AIM OF THE EXERCISE: Find the line containing "Give bounding boxes" in the entries below. Reproduce that line and each one after it to the end, exactly, with no other lines.

(Extracted data entries)
------------------------------

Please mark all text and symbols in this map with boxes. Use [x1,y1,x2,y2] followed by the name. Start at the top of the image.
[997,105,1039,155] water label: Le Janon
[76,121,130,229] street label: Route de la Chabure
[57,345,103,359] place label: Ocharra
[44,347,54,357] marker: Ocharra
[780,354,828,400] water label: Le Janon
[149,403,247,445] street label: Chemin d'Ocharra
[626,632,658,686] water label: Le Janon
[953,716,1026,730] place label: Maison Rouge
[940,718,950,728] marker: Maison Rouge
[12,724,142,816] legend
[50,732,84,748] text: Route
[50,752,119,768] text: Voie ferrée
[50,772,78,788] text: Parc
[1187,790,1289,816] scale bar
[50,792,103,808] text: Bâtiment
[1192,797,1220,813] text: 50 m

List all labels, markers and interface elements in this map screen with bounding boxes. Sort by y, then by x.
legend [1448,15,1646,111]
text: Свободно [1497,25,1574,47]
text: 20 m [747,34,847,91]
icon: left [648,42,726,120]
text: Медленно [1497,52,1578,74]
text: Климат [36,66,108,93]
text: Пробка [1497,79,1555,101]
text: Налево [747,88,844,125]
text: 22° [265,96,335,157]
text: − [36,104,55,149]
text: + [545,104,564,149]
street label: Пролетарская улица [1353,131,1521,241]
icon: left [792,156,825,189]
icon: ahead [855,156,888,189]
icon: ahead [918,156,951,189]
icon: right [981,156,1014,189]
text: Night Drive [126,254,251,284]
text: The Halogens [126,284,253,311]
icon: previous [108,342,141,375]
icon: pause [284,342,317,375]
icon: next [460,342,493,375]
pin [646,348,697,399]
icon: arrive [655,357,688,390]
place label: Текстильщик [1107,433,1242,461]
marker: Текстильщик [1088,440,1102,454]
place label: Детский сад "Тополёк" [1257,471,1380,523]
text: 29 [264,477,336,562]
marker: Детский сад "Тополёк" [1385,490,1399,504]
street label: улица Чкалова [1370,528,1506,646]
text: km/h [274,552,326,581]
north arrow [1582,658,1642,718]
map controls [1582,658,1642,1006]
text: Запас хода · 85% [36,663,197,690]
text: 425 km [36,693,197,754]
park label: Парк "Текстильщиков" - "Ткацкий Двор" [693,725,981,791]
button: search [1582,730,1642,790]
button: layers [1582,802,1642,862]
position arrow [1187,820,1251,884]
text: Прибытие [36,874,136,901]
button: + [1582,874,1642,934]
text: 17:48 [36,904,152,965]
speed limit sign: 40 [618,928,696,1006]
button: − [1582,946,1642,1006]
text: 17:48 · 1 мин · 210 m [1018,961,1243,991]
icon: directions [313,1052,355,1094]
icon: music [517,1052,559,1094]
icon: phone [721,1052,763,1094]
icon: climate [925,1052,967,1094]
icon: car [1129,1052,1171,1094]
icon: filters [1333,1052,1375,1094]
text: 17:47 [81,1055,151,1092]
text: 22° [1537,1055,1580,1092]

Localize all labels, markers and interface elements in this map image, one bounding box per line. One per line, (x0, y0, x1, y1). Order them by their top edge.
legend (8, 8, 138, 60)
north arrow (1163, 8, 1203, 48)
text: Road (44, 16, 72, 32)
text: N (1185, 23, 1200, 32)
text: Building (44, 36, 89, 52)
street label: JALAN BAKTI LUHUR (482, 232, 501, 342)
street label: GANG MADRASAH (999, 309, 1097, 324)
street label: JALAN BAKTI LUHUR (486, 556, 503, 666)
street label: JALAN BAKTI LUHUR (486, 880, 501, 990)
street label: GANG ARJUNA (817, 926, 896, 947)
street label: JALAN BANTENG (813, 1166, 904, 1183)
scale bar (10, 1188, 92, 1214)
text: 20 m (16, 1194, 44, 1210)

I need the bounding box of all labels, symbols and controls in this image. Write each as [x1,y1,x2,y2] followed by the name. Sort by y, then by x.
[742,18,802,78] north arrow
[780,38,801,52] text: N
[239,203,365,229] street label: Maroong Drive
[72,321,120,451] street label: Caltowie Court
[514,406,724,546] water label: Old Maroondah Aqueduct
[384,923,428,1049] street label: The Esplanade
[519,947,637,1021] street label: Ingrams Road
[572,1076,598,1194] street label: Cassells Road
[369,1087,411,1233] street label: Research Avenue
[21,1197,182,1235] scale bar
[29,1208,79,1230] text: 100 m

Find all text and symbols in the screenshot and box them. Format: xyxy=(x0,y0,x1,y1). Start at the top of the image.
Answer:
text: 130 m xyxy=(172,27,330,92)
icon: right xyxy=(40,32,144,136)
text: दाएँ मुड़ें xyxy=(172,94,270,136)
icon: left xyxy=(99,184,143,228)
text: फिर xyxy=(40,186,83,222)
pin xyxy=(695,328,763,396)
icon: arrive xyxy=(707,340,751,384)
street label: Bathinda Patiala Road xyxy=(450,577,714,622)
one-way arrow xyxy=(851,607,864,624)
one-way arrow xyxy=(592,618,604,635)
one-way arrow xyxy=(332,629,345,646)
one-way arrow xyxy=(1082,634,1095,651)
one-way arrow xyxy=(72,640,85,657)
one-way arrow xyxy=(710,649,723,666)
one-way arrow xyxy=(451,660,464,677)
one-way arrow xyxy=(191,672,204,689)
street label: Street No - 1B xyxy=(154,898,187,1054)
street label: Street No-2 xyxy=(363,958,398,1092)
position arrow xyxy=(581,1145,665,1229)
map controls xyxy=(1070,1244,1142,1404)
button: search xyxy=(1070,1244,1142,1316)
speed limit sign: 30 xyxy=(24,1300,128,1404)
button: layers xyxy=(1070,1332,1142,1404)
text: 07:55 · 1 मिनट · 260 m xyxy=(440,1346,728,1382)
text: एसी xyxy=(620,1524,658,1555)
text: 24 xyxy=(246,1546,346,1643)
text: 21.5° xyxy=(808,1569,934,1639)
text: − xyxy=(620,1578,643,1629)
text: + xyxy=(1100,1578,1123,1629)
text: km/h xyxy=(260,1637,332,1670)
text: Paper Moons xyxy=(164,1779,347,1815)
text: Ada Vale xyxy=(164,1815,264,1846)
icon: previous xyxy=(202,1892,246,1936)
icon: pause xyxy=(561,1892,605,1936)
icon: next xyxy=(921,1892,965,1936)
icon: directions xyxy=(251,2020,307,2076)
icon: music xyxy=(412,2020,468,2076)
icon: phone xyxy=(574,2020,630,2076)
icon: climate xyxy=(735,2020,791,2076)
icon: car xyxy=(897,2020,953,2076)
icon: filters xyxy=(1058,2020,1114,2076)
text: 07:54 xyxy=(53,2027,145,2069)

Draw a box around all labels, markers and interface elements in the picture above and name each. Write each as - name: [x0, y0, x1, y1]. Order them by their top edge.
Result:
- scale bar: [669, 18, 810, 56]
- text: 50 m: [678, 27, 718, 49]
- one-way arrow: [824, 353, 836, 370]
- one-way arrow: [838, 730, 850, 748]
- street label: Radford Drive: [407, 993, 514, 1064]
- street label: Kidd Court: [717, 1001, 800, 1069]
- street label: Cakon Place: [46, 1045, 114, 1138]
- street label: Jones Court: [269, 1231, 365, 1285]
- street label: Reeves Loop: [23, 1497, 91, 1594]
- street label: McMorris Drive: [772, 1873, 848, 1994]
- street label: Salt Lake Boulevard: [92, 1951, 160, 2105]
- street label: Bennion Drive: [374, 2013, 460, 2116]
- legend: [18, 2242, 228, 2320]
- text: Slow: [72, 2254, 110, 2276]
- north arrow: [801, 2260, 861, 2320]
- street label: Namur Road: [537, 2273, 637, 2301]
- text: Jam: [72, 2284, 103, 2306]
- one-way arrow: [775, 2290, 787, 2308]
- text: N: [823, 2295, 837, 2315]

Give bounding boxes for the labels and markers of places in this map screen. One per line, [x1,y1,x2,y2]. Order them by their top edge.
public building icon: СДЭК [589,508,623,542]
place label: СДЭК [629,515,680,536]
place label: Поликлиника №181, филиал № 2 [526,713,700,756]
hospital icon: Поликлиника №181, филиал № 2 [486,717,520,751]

------------------------------

THE ANSWER:
Give bounding boxes for the labels and markers of places in this map screen. One per line, [x1,y1,x2,y2]. Order them by their top edge.
public building icon: СДЭК [589,508,623,542]
place label: СДЭК [629,515,680,536]
place label: Поликлиника №181, филиал № 2 [526,713,700,756]
hospital icon: Поликлиника №181, филиал № 2 [486,717,520,751]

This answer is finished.